Her health may be failing, but 84-year-old Dot McCormick was not going to miss seeing her tetraplegic son's killer get his punishment.
As Mrs McCormick battled coughing fits in the public gallery of the High Court at Christchurch yesterday, Eric Neil Smail, 53, was jailed for at least 14 years for the 2005 murder of her son, wheelchair-bound Paralympian Keith McCormick.
It had been a long haul waiting for Smail to be held accountable, but Mrs McCormick said she needed to be there for the "last chapter".
It had been terrible, she said after the sentencing. "Nobody knows how many tears I have shed, because I do that on my own.
"I said I would make it to the end for [Keith]. And I've done that, so I'm quite proud of myself. I can hardly walk ... I'm so ill."
Smail was unable to convince a jury he was provoked into slitting the throat of his friend, whom he cared for part-time.
Justice Lester Chisholm said Smail was not fit for the stresses of being Mr McCormick's caregiver.
Smail was an alcoholic and struggled to cope.
But Justice Chisholm said the motivation for the killing had features that were "bizarre in the extreme" and reflected Smail's "jumbled thinking".
Defence lawyer Judith Ablett Kerr, QC, said Smail genuinely thought his friend would be better off dead.
But Justice Chisholm said the evidence was clear that Mr McCormick did not want to die and was optimistic about the future.

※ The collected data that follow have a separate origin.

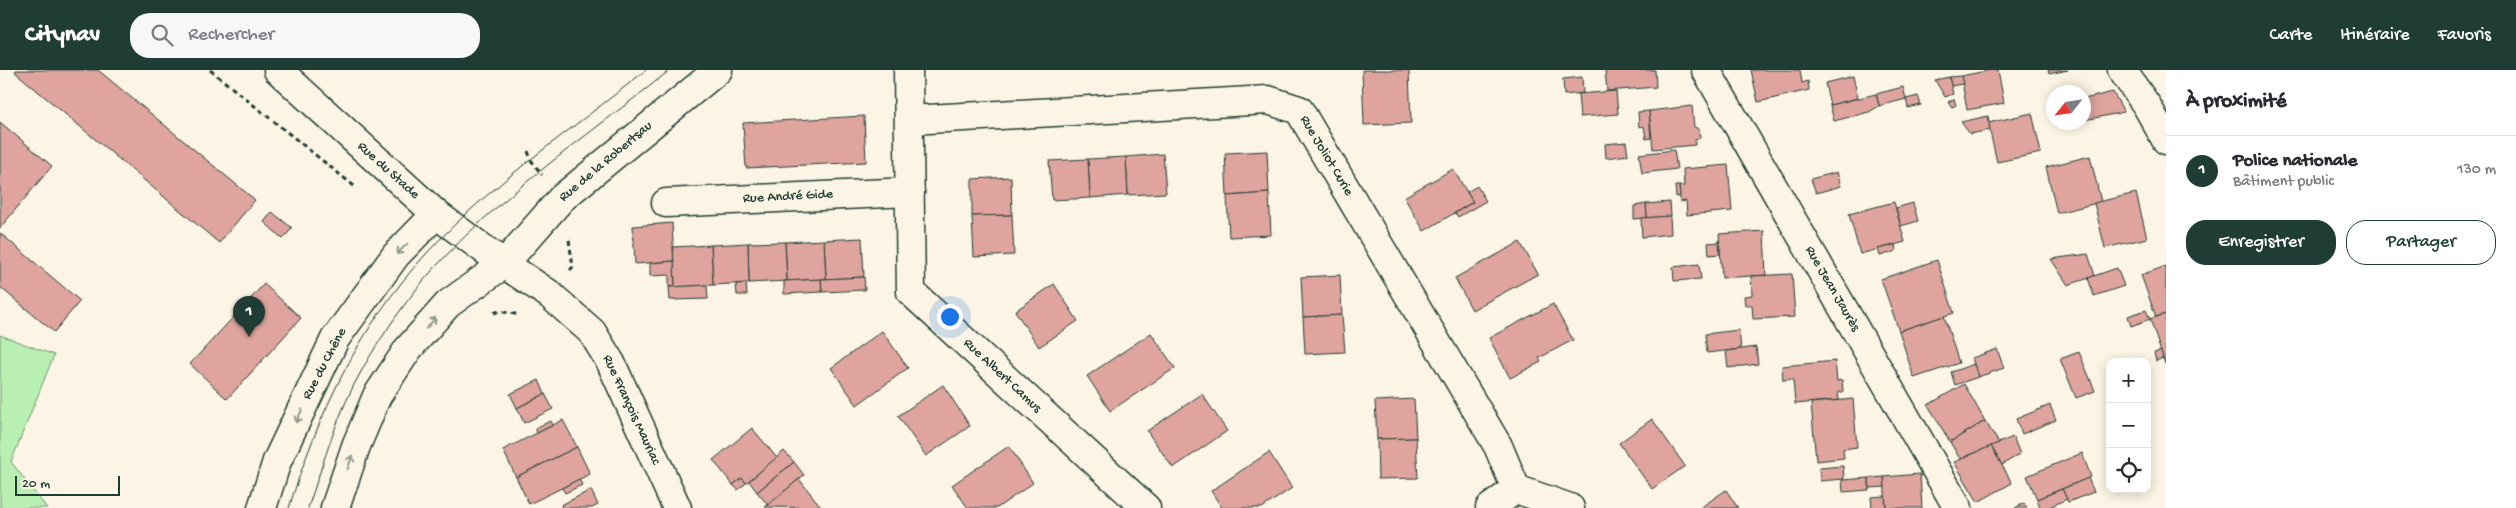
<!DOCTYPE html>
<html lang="fr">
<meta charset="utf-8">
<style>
body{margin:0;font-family:"Gochi Hand",sans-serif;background:#f7f7f7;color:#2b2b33}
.controls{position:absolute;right:15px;bottom:15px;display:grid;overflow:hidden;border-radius:10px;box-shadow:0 2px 12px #0003}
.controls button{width:45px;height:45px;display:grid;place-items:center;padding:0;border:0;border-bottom:1px solid #e1e1e2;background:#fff;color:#2b2b33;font:25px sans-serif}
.compass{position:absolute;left:2046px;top:15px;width:45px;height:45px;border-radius:50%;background:#fff;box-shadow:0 2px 12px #0003;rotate:240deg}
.scale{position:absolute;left:15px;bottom:12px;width:105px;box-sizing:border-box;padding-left:5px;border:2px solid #1f3d34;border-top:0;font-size:14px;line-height:18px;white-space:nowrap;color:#1f3d34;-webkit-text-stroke:4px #fcf5e5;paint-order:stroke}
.you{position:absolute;left:949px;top:246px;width:18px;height:18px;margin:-12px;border:4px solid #fff;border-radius:50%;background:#1a73e8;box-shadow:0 0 0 8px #1a73e833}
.badge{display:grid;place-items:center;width:32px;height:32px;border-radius:50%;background:#1f3d34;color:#fff;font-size:16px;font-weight:700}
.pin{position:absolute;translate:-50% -41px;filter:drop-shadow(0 1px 2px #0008)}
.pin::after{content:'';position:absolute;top:26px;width:18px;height:15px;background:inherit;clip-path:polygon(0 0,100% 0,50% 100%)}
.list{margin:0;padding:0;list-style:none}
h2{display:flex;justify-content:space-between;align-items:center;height:65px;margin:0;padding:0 20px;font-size:21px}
h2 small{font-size:16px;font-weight:400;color:#7c7c81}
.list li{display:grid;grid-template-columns:32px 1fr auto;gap:15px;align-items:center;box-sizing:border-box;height:70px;padding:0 20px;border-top:1px solid #e1e1e2}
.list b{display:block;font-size:19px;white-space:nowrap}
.list p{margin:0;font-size:16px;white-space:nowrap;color:#7c7c81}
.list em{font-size:16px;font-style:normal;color:#7c7c81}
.actions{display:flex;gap:10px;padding:15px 20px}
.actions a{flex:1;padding:11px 0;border:1px solid #1f3d34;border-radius:20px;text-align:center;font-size:18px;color:#1f3d34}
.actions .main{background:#1f3d34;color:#fff}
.icon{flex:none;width:28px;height:28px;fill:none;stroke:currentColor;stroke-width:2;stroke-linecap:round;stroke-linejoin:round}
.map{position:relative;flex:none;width:2166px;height:438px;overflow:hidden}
header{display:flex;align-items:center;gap:30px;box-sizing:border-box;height:70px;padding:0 25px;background:#1f3d34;color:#fff}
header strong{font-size:24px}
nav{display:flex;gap:28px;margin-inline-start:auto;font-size:18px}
.search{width:350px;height:45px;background:#f7f7f7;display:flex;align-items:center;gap:12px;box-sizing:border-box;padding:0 18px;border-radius:20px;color:#7c7c81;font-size:19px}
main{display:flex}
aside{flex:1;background:#fff}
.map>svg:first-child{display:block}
.green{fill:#b9efb1;stroke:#6c9672}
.building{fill:#dea49d;stroke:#1f3d34}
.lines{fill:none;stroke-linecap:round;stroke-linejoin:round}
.street-casing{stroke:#1f3d34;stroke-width:31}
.path{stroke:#1f3d34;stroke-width:3;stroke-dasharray:5 4;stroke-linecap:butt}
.street{stroke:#fcf5e5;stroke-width:28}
.tram{stroke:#1f3d34;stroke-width:1}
.oneway{stroke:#8e998c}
.labels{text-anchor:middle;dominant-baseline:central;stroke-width:5;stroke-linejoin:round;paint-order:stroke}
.street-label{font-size:14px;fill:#1f3d34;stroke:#fcf5e5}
</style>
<header>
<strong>Citynav</strong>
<div class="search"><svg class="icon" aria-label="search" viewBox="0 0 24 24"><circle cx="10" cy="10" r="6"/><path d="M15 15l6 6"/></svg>Rechercher</div>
<nav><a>Carte</a><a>Itinéraire</a><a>Favoris</a></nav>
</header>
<main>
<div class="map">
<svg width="2166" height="438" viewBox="0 0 2166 438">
<rect width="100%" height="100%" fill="#fcf5e5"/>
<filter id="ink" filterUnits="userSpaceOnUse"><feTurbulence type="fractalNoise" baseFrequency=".02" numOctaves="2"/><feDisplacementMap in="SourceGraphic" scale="10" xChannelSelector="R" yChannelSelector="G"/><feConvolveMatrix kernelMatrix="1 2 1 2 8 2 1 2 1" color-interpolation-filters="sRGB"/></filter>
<g filter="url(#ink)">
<path class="green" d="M0,265L54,285L11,392L47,438H0Z"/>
<g class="building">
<path d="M16,0H98L255,130L219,173L15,2Z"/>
<path d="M1362,0H1409L1411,53L1364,55Z"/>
<path d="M1605,0H1655L1656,17L1607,21Z"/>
<path d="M1751,0H1800L1802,13L1808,11L1809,20L1758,32Z"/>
<path d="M1991,0H1998L2004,33L1967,40L1961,6Z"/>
<path d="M2048,0H2068L2049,4Z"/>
<path d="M1853,6L1858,28L1830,35L1825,13Z"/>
<path d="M1961,6L1963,14L1951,16L1949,7Z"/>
<path d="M1582,7L1583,23L1564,25L1563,9Z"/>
<path d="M1949,7L1953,24L1945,27L1935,10Z"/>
<path d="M1903,17L1906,29L1879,36L1876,24Z"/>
<path d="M1616,21L1618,44L1580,47L1578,24Z"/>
<path d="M2113,22L2124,42L2085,50L2084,29Z"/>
<path d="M1876,24L1879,36L1869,42L1834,51L1830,35Z"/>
<path d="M1918,26L1921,35L1908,38L1906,29Z"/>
<path d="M1954,29L1956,35L1952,37L1948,32Z"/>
<path d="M1692,36L1694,57L1699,59L1700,68L1695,70V75L1653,79L1649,41Z"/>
<path d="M1649,41L1651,68L1646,69L1644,56L1639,57L1638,42Z"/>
<path d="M2032,43L2041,83L1997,92L1988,53Z"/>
<path d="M864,46L866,92L746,98L743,53Z"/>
<path d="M1988,46L1990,60L1970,64L1961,52Z"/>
<path d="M0,52L52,96L0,158Z"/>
<path d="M1626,72L1628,85L1606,88L1605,74Z"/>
<path d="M1674,80L1677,99L1642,103L1639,84Z"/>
<path d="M1267,81L1269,123L1227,126L1225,83Z"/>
<path d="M1163,84L1166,123L1128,125L1126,87Z"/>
<path d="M2090,86L2101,132L2057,143L2046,97Z"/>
<path d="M1126,87L1128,125L1090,128L1088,89Z"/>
<path d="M1088,89L1090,128L1052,130L1049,91Z"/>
<path d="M1728,95L1732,141L1687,145L1686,131L1680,132L1679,116H1684L1683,99Z"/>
<path d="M1453,99L1473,132L1424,161L1404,127Z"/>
<path d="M1837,102L1841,116L1816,123L1811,109Z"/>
<path d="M1011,107L1012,145L972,146V109Z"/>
<path d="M1477,116L1486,131L1458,147L1455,143L1473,132L1467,122Z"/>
<path d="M1675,116H1679L1680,126L1676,127Z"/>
<path d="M1269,123L1271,165L1229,167L1227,126Z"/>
<path d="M2136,123L2147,168L2105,178L2094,133Z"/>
<path d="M1670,132L1671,146L1647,148L1646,134Z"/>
<path d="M1894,132L1905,172L1860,184L1849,144Z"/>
<path d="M1913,133L1918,151L1901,156L1896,138Z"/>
<path d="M1646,134L1647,148L1634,149V136Z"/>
<path d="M272,142L292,158L283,169L264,152Z"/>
<path d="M1012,145L1014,185L974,187L972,146Z"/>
<path d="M1670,146L1671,164L1642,167L1641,148Z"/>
<path d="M672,153L674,191L635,194L633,156Z"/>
<path d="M1764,161L1766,205L1722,208L1719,164Z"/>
<path d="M0,163L80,231L54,262L0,217Z"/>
<path d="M862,168L864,207L826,209L824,170Z"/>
<path d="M824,170L826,209L787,211L785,172Z"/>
<path d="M785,172L787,211L749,213L748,173Z"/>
<path d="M1520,172L1538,204L1472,240L1455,208Z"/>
<path d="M1719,172L1720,184L1709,185L1708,173Z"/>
<path d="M748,173L749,213L713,215L711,175Z"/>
<path d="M711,175L713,215L675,217L673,177Z"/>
<path d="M1895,175L1896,181L1880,186L1878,179Z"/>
<path d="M2088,184L2095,206L2068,215L2051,189Z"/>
<path d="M1937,190L1954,243L1899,261L1881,209Z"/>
<path d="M674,191L675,217H669V205L650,206V193Z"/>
<path d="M1699,194L1701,209L1674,211L1673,197Z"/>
<path d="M2166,196V244L2156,247L2141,205Z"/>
<path d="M2117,198L2124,216L2094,226L2088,208Z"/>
<path d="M1792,204L1795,247L1753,249L1752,235H1745L1744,226L1752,225L1751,206Z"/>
<path d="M1340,205L1342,245L1303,247L1301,207Z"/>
<path d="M864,207L865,220L822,222L821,209Z"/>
<path d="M821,209L822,222L784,224V211Z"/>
<path d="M746,213L747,225H737L736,214Z"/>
<path d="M264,214L301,248L227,329L190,294Z"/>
<path d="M1054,214L1078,251L1039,277L1015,241Z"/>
<path d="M707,215L708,229L670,230L669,217Z"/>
<path d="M1553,234L1573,270L1539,288L1541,292L1510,308L1489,268Z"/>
<path d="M2146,240L2150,249L2131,256L2128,246Z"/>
<path d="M2166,244V294H2165L2150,249Z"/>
<path d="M1342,245L1345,282L1305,284L1303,247Z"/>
<path d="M1944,246L1959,293L1914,308L1899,261Z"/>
<path d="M1739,260L1741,279L1707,283L1705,264Z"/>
<path d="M882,261L908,298L857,335L831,298Z"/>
<path d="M1151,263L1175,298L1110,341L1087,306Z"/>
<path d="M1756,277L1758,294L1728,298L1726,281Z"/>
<path d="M1997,279L2004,298L1978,307L1972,288Z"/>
<path d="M2161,281L2163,288L2156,291L2154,283Z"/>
<path d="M2079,282L2095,321L2076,328L2060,289Z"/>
<path d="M1835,291L1837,311L1842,310L1843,322H1838L1839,330L1795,334L1793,309L1783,310L1782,296Z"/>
<path d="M1974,294L1978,307L1955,315L1951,302Z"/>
<path d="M539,310L545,324L517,338L510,324Z"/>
<path d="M1964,314L1985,351L1950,372L1928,335Z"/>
<path d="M943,315L970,356L926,386L898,346Z"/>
<path d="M545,324L553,339L524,353L517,338Z"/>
<path d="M1202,324L1227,361L1173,398L1147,361Z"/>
<path d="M1414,329L1416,368L1377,369L1375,331Z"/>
<path d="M1853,329L1857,377L1843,379L1844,388L1816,391L1811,333Z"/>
<path d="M2050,335L2056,350L2022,364L2016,349Z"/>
<path d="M1652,349L1685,396L1652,419L1619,373Z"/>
<path d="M563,350L577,377L516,407L503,380Z"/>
<path d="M551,351L553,355L537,363L535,358Z"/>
<path d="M1985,351L1999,373L1960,389L1950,372Z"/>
<path d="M752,358L777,388L746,413L742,408L733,415L713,390Z"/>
<path d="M2013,367L2020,384L2002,395L1991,376Z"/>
<path d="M1416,368L1418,408L1378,409L1377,369Z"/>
<path d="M1009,376L1033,413L997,438H968L952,415Z"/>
<path d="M1991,376L2012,413L1978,432L1954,392Z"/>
<path d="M577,377L590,404L529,434L516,407Z"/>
<path d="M784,381L794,392L757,422L749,411Z"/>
<path d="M1269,382L1292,418L1262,438H1222L1211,421Z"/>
<path d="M2082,383L2091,407L2037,429L2027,406Z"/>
<path d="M794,392L804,405L768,435L757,422Z"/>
<path d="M1843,396L1844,409L1820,411L1819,398Z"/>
<path d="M1920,404L1922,438H1886L1884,407Z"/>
<path d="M1884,407L1885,417L1869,418V408Z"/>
<path d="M742,408L746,413L738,420L733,415Z"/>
<path d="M1869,408V420L1843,422L1842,410Z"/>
<path d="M2088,408L2094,422L2068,432L2062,419Z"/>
<path d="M579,409L582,415L565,423L562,418Z"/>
<path d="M799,409L822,438L765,437L768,435Z"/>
<path d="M2062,419L2067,429L2047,438H2040L2037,429Z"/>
<path d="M591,420L598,435L592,438H562L561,435Z"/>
<path d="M1726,420L1738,438H1700Z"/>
<path d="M1885,426L1886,438H1872L1871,427Z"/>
<path d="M2024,433L2027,438H2015Z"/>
</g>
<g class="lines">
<g class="street-casing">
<g id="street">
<path d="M278,0L436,144L504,194L549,224L592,262L611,293L677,438"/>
<path d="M908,0L911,222L1146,438"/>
<path d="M1706,0L1958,438"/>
<path d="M2122,0L2147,36L2166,70"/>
<path d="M910,50L1268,30L1299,40L1498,376L1516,419"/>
<path d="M666,133L910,122"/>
<path d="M262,438L277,391L335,269L396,185L436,144"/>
<path d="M335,438L356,376L377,326L408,279L448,234L504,194L562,128L718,0"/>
<path d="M1490,438L1516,419L1570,438"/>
</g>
</g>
<g class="path">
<path d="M210,0L354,116"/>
<path d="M528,81L531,90L542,105"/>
<path d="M569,170L573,197L570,200"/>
<path d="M494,243L499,241L520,245"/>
</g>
<use href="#street" class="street"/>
<g class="tram">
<path d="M289,438C318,344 359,257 426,184C490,114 572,60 646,0"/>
<path d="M308,438C324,391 338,341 363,298C381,267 401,238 423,211C493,129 587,67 670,0"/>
</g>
</g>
<defs><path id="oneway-shaft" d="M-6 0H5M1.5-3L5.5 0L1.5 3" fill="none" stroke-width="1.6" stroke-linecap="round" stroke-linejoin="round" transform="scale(1.25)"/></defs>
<g class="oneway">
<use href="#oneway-shaft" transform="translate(402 179) rotate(134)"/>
<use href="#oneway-shaft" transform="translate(431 253) rotate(-49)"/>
<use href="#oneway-shaft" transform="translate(299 346) rotate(115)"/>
<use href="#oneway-shaft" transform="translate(350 392) rotate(-71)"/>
</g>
</g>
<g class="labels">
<g class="street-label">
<text transform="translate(1326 86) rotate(59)">Rue Joliot Curie</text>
<text transform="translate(606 92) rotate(-40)">Rue de la Robertsau</text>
<text transform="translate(388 101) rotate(42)">Rue du Stade</text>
<text transform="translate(788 127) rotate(-3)">Rue André Gide</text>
<text transform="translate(1832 219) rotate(60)">Rue Jean Jaurès</text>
<text transform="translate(325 294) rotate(-62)">Rue du Chêne</text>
<text transform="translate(1002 306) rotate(43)">Rue Albert Camus</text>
<text transform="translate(631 340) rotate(65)">Rue François Mauriac</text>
</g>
</g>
</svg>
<div class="controls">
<button>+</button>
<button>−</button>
<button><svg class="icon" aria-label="locate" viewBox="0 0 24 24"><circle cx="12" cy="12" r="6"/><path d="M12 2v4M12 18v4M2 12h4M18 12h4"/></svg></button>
</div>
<svg class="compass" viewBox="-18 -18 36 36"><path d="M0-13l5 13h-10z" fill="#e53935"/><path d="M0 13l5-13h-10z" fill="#7c7c81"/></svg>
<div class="scale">20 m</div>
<div class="you"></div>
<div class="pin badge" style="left:249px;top:267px">1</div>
</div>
<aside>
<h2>À proximité<small></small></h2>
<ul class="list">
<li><span class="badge">1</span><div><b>Police nationale</b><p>Bâtiment public</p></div><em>130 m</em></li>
</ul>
<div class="actions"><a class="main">Enregistrer</a><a>Partager</a></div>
</aside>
</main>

Smail had indicated he wanted to meet Mr McCormick's family, but Mrs McCormick said she could not tolerate that.
"I'm so sick of that man - he's ruined my last years without my son.
"I think the thing that hurt me most is the way Smail killed him. Because it was the only part of his body he could feel - his neck and shoulders. [Keith] didn't have any defence at all, because he couldn't move."
Mrs McCormick said the sentence of at least 14 years' jail was wonderful, "but I wish it was 24 years".